File size: 3,851 Bytes

d8d7791

---
license: apache-2.0
base_model: Qwen/Qwen3-Embedding-0.6B
library_name: sentence-transformers
tags:
- sentence-transformers
- feature-extraction
- sentence-similarity
- formbench
- patent-retrieval
- chemistry
- formulations
- materials-science
language:
- en
pipeline_tag: sentence-similarity
---

# qwen3-embed-formbench-mnrl

A domain-adapted sentence-transformers model derived from
[`Qwen/Qwen3-Embedding-0.6B`](https://huggingface.co/Qwen/Qwen3-Embedding-0.6B) and fine-tuned on the **FormBench**
retrieval benchmark for formulation chemistry. It maps passages from formulation patents
into a 1024-dimensional dense vector space and is optimised for within-domain
retrieval among structurally similar near-miss passages — the central capability targeted
by FormBench.

This repository hosts an anonymised release for NeurIPS 2026 double-blind review.

## Model details

| Item | Value |
|---|---|
| Base model | `Qwen/Qwen3-Embedding-0.6B` (600M params) |
| Training method | Task-adaptive pre-training (TAPT) via contrastive fine-tuning |
| Loss | `MultipleNegativesRankingLoss` (in-batch negatives) |
| Training data | FormBench-Triplets — 44,413 (query, anchor, hard-negative) tuples |
| Embedding dimension | 1024 |
| Max sequence length | 8192 (training: 2048) |
| Precision | bf16 |
| Learning rate | 1e-5 |
| Per-GPU batch size | 32 |
| Epochs | 5 |
| Hardware | 8× AMD MI250X, DDP |

The training-triplet set is reconstructable from the qrel files in
[`Formbench-anon/FormBench`](https://huggingface.co/datasets/Formbench-anon/FormBench)
following the protocol in §3 of the paper.

## Evaluation results

Evaluated on the FormBench test split (n = 5,459 queries) under both corpus variants,
following the protocol in §4 of the paper. FAISS exact inner-product search at top-k = 100.

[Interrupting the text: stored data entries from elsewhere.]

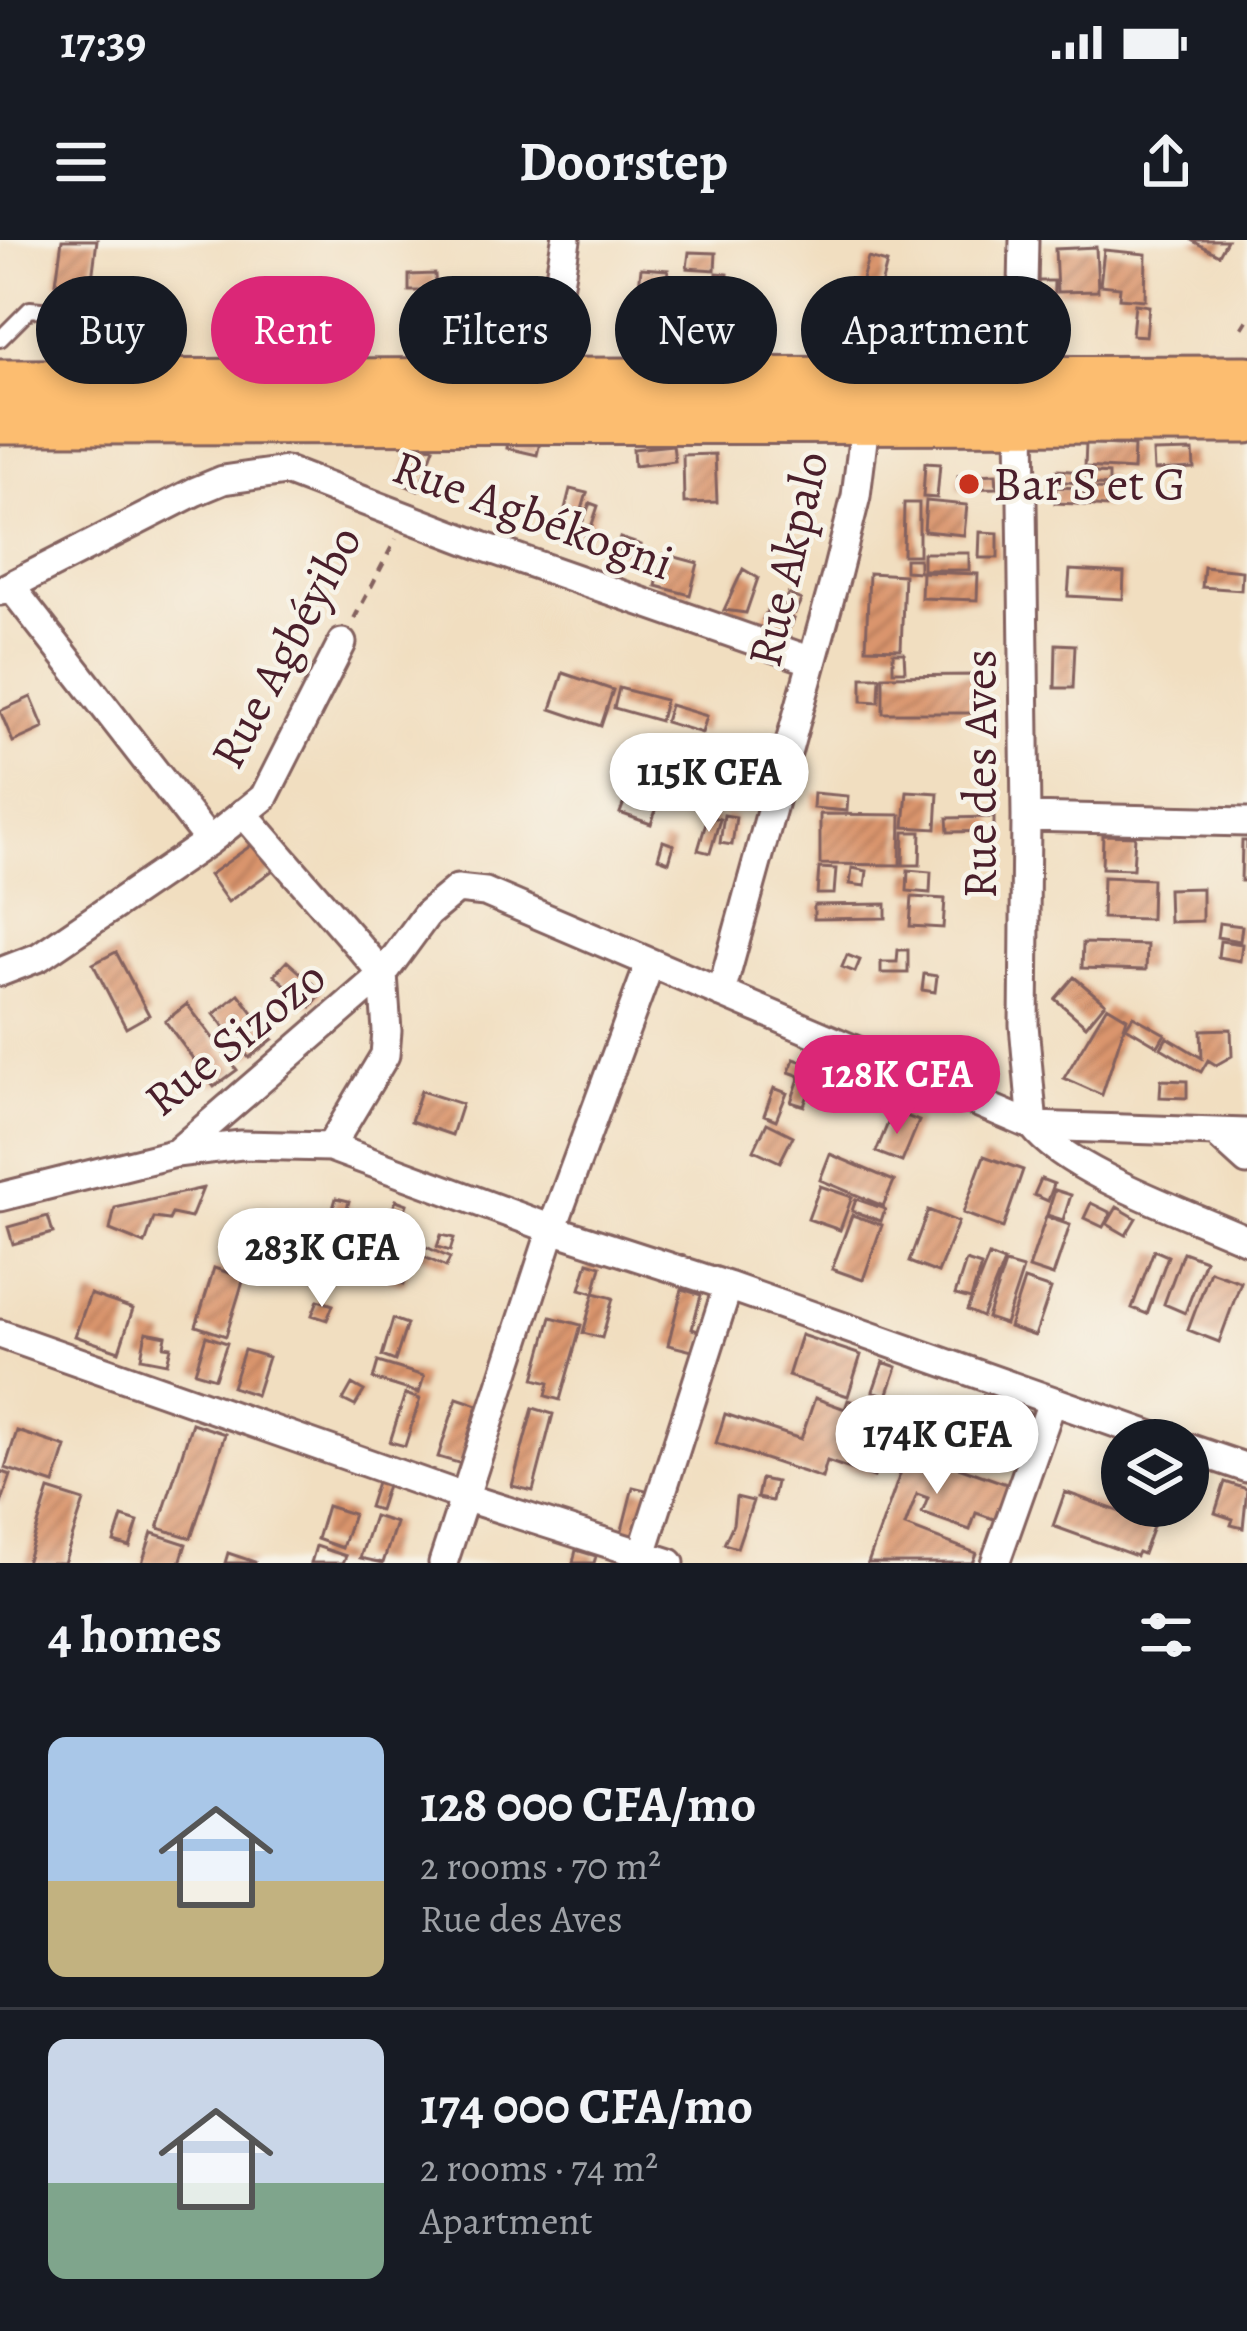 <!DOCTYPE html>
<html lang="en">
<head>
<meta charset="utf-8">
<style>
  body { margin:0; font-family:Alegreya,serif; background:#242831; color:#f1f3f6; height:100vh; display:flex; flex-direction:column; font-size:45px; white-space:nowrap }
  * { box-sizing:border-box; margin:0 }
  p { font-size:39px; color:#9ea1a6 }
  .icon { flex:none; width:66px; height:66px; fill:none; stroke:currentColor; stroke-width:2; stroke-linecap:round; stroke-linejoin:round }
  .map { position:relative; height:1323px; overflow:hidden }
  .sheet { display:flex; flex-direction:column; background:#171b24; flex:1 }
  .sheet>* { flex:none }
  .guide { position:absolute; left:36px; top:36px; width:1176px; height:108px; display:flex; gap:24px }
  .tools { position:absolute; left:1101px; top:1179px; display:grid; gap:24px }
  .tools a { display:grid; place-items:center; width:108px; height:108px; border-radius:50%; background:#171b24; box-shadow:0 6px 18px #0003; font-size:60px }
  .price { position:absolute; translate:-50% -102px; padding:0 27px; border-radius:42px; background:#fff; color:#222; font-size:39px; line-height:78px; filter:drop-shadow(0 3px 6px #0008) }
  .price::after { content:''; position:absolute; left:50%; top:72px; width:36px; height:27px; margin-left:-18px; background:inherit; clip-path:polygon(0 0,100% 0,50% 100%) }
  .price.on { background:#db2777; color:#fff }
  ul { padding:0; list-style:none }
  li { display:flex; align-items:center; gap:36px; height:300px; padding:0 48px }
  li+li { border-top:3px solid #363941 }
  li span { display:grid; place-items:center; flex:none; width:336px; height:240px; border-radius:18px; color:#555 }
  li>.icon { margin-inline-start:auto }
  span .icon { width:144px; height:144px; fill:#fffc; stroke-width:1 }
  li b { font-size:51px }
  h2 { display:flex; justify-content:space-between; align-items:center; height:144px; padding:0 48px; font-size:51px }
  .pill { padding:0 42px; border-radius:54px; background:#171b24; box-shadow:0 6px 18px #0003; font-size:42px; line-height:108px }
  .pill.on { background:#db2777; color:#fff }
  .status { display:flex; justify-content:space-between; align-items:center; height:84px; padding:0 60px; background:#171b24; direction:ltr }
  .status svg { height:33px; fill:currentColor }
  header { display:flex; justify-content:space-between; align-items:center; height:156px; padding:0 48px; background:#171b24; font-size:54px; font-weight:700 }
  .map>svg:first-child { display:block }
  .building { fill:url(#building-hatch) }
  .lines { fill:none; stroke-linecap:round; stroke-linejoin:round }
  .service-casing { stroke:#84625f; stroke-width:20 }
  .minor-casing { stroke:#84625f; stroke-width:33 }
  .primary-casing { stroke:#84625f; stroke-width:51 }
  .path { stroke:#84625f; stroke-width:4.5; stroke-dasharray:9 9; stroke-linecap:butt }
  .service { stroke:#fff; stroke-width:14 }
  .minor { stroke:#fff; stroke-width:27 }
  .primary { stroke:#fcbd6f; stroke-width:45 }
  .poi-dot { fill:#c8321e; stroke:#f7f3e8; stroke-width:4.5 }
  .labels { text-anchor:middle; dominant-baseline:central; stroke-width:9; stroke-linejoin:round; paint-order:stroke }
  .poi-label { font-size:48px; fill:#4a1f2b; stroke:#f7f3e8; text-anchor:start }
  .street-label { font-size:48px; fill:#4a1f2b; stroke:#f7f3e8 }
</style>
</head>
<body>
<div class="status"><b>17:39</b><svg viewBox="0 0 49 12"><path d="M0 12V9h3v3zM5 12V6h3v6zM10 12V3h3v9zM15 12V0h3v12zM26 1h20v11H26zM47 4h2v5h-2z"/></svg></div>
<header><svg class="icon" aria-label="menu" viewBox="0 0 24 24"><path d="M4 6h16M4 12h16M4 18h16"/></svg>Doorstep<svg class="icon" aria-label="share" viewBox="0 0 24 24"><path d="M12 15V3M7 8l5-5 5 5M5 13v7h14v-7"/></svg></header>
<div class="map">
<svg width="1247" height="1323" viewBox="0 0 1247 1323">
  <defs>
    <pattern id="building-hatch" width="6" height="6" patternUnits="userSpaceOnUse" patternTransform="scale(3)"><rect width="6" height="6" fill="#da956d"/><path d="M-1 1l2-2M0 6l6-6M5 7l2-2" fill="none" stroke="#b3795a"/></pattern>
  </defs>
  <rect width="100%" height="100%" fill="#f7f3e8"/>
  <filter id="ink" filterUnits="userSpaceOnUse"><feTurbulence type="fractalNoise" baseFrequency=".00833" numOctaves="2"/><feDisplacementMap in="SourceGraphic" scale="24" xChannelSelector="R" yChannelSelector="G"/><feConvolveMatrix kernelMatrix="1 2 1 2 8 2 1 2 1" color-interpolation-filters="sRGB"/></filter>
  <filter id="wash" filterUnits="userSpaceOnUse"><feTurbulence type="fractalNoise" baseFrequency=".004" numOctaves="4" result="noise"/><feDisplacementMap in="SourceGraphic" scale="48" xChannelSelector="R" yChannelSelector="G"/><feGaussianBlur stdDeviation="2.7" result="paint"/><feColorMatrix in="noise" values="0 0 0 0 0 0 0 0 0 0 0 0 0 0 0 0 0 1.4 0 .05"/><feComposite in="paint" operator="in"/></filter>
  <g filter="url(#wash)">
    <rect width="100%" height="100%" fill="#f1dec0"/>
    <g id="blocks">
      <!-- building -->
      <path class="building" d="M62,0h35l-6,47 -35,-4z
        M1191,0h36l-8,15z
        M1096,7l2,44 -41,1 -2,-43z
        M1104,10l42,4 -1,46 -26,-2 1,-11 -20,-2z
        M689,12l27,1 -1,17 -28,-2z
        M868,18l19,5 -15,56 -19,-6z
        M641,28l27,2 -2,20 -27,-3z
        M717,33l11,1 -1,19 -11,-1z
        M435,34l1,17h-27v-16z
        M1033,41h21l-1,45h-20z
        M1135,64l14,2 -3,30 -14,-1z
        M879,69l36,1 -1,25 -36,-1z
        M510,191l31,7 -4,17 -30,-7z
        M416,202l18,6 -16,43 -18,-8z
        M1086,203l48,3 -1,24 -48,-3z
        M673,205l2,16 -41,5 -1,-17z
        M1193,211l1,17 -40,2 -1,-18z
        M715,214l2,48 -33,1 -1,-48z
        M925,223l15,1 -3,34 -14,-1z
        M1057,230l52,4v12l-53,-5z
        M996,234l1,14 -39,1v-13z
        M1056,247l23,1 -1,16 -23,-1z
        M1085,248l23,2 -2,17 -23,-2z
        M570,249l17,4 -6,20 -16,-4z
        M926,261l41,4 -3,30 -40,-4z
        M590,263l8,3 -10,31 -9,-6z
        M904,263h15v52h-16z
        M980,292l18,1v25h-19z
        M620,298l21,7 -4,12 -21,-7z
        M923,313h46v17h-46z
        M664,314l34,9 -8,32 -34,-9z
        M905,319h14v13l-14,-1z
        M1204,327l38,4 -1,19 -39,-3z
        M743,329l15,9 -12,35 -22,-3z
        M1070,330l54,3 -1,26 -55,-3z
        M922,332l56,2 -1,26 -56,-2z
        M869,333l35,2 -3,74 -35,-1z
        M788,354l13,6 -6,13 -13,-7z
        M769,366l25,13 -6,12 -25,-12z
        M1056,404l19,1 -2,43h-18z
        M893,413h11l1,18h-12z
        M563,433l50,17 -12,36 -50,-17z
        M974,435v38h-91v-37z
        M862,437h18l-1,25 -17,-1z
        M619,448l46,12 -5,21 -46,-13z
        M31,457l13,31 -31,14 -13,-31z
        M670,465l37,11 -5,17 -37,-11z
        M639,522l30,12 -18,50 -31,-11z
        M907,551l31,2 -2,36 -32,-2z
        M814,553l34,3 -1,15 -34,-3z
        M820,574l81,1 -1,50 -80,-1z
        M724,575l12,2 -4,28 -12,-2z
        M708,576l12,3 -10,34 -12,-3z
        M994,577v14l-46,1 -1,-14z
        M904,592h17l-1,33h-17z
        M1103,595l32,1 -2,33 -31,-1z
        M260,599l19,27 -51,36 -19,-27z
        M663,601l11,4 -5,17 -11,-4z
        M1242,601h5v40h-6z
        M819,628l17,1 -2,25h-17z
        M852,628l15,3 -2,15 -15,-2z
        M908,630l23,2 -1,21 -23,-2z
        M1103,637l49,2 -1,40 -49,-1z
        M1202,648v33l-33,1 -1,-33z
        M912,657l33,2 -2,29 -33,-2z
        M886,664v14l-72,1v-14z
        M1219,683l23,3 -2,15 -23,-4z
        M1220,701l22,3 -2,17 -22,-4z
        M1083,703l64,2 -1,25 -64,-2z
        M898,710h10v23h-27v-11h16z
        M116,712l33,63 -23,13 -33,-64z
        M847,715l13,5 -5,12 -13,-5z
        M287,721l36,32 -12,14 -37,-32z
        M924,734l13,2 -2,16 -13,-2z
        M1074,737l31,26 -19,23 -31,-27z
        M239,754l34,45 -24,19 -35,-44z
        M187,764l50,66 -23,17 -49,-66z
        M1107,766l20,12 -25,77 -38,-17z
        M1133,776l32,18 -7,12 -32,-19z
        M1231,789l1,27 -16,9 -8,-5 -7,12 -40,-24 6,-11 35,21 -1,-28z
        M794,819l24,8 -14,39 -13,-4 9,-26 -11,-4z
        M864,821l19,9 -12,25 -18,-9z
        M1161,840l26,1v17l-27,-1z
        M774,848l13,5 -11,27 -12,-5z
        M421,851l41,13 -10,31 -41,-14z
        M893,871l26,10 -17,41 -26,-10z
        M767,883l26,13 -13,26 -26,-12z
        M830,914l64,27 -11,25 -63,-26z
        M984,916l39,14 -20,58 -40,-15z
        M1041,939l13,5 -6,17 -14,-6z
        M820,946l32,11 -12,33 -32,-11z
        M203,948l-12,30 -19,-4 -3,6 -15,-2 -9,26 -35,-14 5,-22z
        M1055,950l16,5 -8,25 -16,-5z
        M336,958l13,3 -23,81 -13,-3z
        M856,959l29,10 -4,12 -29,-10z
        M396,960l11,4 -6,17 -11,-4z
        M1091,963l20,10 -8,14 -19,-9z
        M1117,967l19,11 -10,17 -19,-11z
        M928,970l30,12 -20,51 -29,-11z
        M852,975l30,10 -19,55 -31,-11z
        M48,976l5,17 -40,11 -5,-17z
        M1046,977l24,8 -17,51 -24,-8z
        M384,993l32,8 -12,43 -31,-8z
        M441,995l13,3 -4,13 -13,-4z
        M422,1005l28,13 -4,9 -28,-13z
        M1154,1010l14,6 -21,58 -15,-6z
        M1183,1012l22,8 -20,53 -21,-9z
        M262,1016l15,5 -2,8 -16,-5z
        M989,1016l15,6 -22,55 -15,-7z
        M966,1021l15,5 -10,33 -16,-4z
        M588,1022l13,4 -7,27 19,5 -11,40 -19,-5 11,-40 -14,-4z
        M1005,1024l18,5 -18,55 -18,-6z
        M214,1028l30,10 -18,58 -30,-10z
        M1210,1031l31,11 -22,60 -31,-12z
        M1024,1040l27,9 -16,47 -26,-9z
        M682,1049l19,6 -9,34 13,4 -5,20 -32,-8z
        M90,1054l43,15 -14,42 -44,-15z
        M318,1060l15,5 -6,15 -15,-5z
        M551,1077l30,8 -21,75 -14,-4 3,-13 -15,-4z
        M393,1079l14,5 -12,37 -13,-5z
        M146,1092l20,4 -2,10 7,1 -4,16 -26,-5z
        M801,1095l60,20 -13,41 -60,-20z
        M206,1096l21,7 -12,35 -20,-6z
        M244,1110l24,7 -12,38 -24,-8z
        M378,1122l46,14 -5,17 -46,-14z
        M883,1122l14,5 -10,29 -14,-5z
        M352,1144l12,7 -9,15 -12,-6z
        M405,1154l15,5 -15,47 -15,-4z
        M983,1156l50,18 3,6 -5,14 -55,-20z
        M888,1157l12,4 -26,76 -47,-16 -5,17 -106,-35 9,-29 76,25 14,-41 30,11 3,-9 13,4 -12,38 21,7z
        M457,1158l21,7 -12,38 12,4 -6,20 -34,-10z
        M925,1165l38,13 -16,45 68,24 -12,35 -27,-9 -6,17 -48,-17 6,-15 -11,-4 -12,32 71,27 -4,10h-104z
        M533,1168l20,6 -20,77 -21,-5z
        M192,1183l33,11 -34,104 -33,-10z
        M17,1191l49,16 -12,37 -49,-16z
        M0,1231l11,4 -10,29h-1z
        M761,1239l15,3 -4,19 -15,-3z
        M377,1242l10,3 -8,25 -10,-3z
        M1225,1242l22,7 -4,39 -12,-3 2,-6 -18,-6z
        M633,1247l21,5 -13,48 -20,-6z
        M49,1250l35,11 -20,62h-38z
        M1065,1252l89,32 -11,30 -5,-2 -2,4 -83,-30z
        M736,1257l17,4 -16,47 -13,-4 9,-20z
        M327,1266l26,8 -11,34 -25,-9z
        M374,1276l22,7 -13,40 -23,-5z
        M122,1277l16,5 -8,25 -16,-5z
        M152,1293l34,11 -6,19h-38z
        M316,1306l30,10 -3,7h-32z
        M576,1310l20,6 -2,7h-21z
        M228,1313l27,9v1h-30z"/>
    </g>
  </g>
  <g filter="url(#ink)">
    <use href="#blocks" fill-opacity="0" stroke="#84625f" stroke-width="3"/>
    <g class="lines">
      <!-- service casing -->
      <g class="service-casing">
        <path id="service" d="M0,99l30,-30 45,4 44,59"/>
      </g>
      <!-- minor casing -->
      <g class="minor-casing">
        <path id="minor" d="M1021,139l3,-139
          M548,141l3,-50 15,-91
          M1021,181l5,396 -2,208 9,101
          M11,347l198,254
          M0,351l194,-99 29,-12 63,-9 196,75 330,115
          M243,573l140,161 4,57 -2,24 -55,92
          M1026,577l221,5
          M0,732l39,-15 170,-116 55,-44 78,-154
          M721,753l116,-421 19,-76 9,-72
          M1033,886l214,7
          M1215,892l32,29
          M176,913l65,-8 89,2 222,82 176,57 436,154
          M0,957l176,-44 207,-179 44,-60 30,-25 28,3 548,234c36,47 157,88 214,114
          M0,1094l467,164 203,65
          M1188,1208l59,20
          M642,1314l86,-268
          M443,1323l109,-334 98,-266
          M995,1323l57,-161"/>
      </g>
      <!-- primary casing -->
      <g class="primary-casing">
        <path id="primary" d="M0,143l1247,-4
          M0,181l1247,-1"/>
      </g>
      <!-- path -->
      <path class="path" d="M1242,88l5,-8
        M354,379l42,-80"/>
      <!-- service -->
      <use href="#service" class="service"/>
      <!-- minor -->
      <use href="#minor" class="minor"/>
      <!-- primary -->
      <use href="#primary" class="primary"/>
    </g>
  </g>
  <!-- markers -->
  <circle class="poi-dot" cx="969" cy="244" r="12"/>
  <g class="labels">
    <!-- poi labels -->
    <g class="poi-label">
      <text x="993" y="244">Bar S et G</text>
    </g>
    <!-- street labels -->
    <g class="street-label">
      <text transform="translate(533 275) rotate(20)">Rue Agbékogni</text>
      <text transform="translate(788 319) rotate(-77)">Rue Akpalo</text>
      <text transform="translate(286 407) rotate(-62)">Rue Agbéyibo</text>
      <text transform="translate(980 534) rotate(-90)">Rue des Aves</text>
      <text transform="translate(235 798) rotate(-39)">Rue Sizozo</text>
    </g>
  </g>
</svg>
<div class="tools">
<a><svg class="icon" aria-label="layers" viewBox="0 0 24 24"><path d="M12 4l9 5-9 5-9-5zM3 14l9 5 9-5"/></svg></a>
</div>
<b class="price" style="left:709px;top:595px">115K CFA</b>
<b class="price on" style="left:897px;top:897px">128K CFA</b>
<b class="price" style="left:322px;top:1070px">283K CFA</b>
<b class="price" style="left:937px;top:1257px">174K CFA</b>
<div class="guide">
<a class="pill">Buy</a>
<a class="pill on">Rent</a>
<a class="pill">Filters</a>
<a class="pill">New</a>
<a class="pill">Apartment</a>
</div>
</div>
<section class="sheet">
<h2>4 homes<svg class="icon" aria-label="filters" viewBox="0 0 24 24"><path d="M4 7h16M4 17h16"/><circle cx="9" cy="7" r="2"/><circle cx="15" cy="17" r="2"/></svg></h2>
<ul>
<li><span style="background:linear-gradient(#a9c7e8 60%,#c2b280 0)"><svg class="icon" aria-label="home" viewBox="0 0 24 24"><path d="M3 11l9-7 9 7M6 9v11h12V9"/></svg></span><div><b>128 000 CFA/mo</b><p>2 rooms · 70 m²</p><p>Rue des Aves</p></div></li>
<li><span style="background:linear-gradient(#c9d6e8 60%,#7fa58c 0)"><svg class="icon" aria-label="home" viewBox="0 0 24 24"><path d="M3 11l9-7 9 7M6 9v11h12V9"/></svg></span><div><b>174 000 CFA/mo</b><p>2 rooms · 74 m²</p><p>Apartment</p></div></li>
</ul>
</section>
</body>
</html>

### FormBench-Structured (C1) — within-domain near-miss distractors

| Metric | Value |
|---|---:|
| Binary nDCG@10 | **0.4085** |
| MRR (binary qrels) | 0.3613 |
| Graded nDCG@10 | 0.2374 |
| R@100 (binary qrels) | 0.8181 |
| FAISS search latency | 18.8 ms/query |

### FormBench-Random (C0) — random-distractor corpus

| Metric | Value |
|---|---:|
| Binary nDCG@10 | **0.4835** |
| MRR (binary qrels) | 0.4404 |
| Graded nDCG@10 | 0.2835 |
| R@100 (binary qrels) | 0.8525 |
| FAISS search latency | 18.8 ms/query |

For reference: BM25 lexical baseline: binary nDCG@10 = 0.3751 (C1), 0.4665 (C0).

## Usage

```python
from sentence_transformers import SentenceTransformer

model = SentenceTransformer("Formbench-anon/qwen3-embed-formbench-mnrl")

passages = [
    "An adhesive composition comprising a styrene-acrylate copolymer ...",
    "A water-based latex paint formulation containing ...",
]
queries = [
    "what wax-seeded latex polymers improve scuff resistance in architectural coatings?",
]

passage_embeds = model.encode(passages, normalize_embeddings=True)
query_embeds   = model.encode(queries,  normalize_embeddings=True)
```

## Intended use

Domain-specific retrieval over formulation patents — adhesives, coatings, lubricants,
pharmaceuticals, agrochemicals, personal care, food. Particularly suited to
within-domain near-miss discrimination, where general-purpose embedders have been shown
to fail.

## Limitations

- Training queries are LLM-generated (Sonnet 4 + Haiku 4.5 quality filter) and may not
  match real practitioner intent.
- Coverage limited to USPTO utility patents (1995–2022) in English only.
- Performance on out-of-domain retrieval is not characterised.

## Citation

```bibtex
@misc{formbench2026,
  title  = { {FormBench}: Evaluating Chemical Knowledge Retrieval in Formulation Patents },
  author = { Anonymous Authors },
  year   = { 2026 },
  note   = { Under double-blind review at NeurIPS 2026 Datasets \& Benchmarks Track }
}
```

## License

Apache 2.0, inherited from the base model.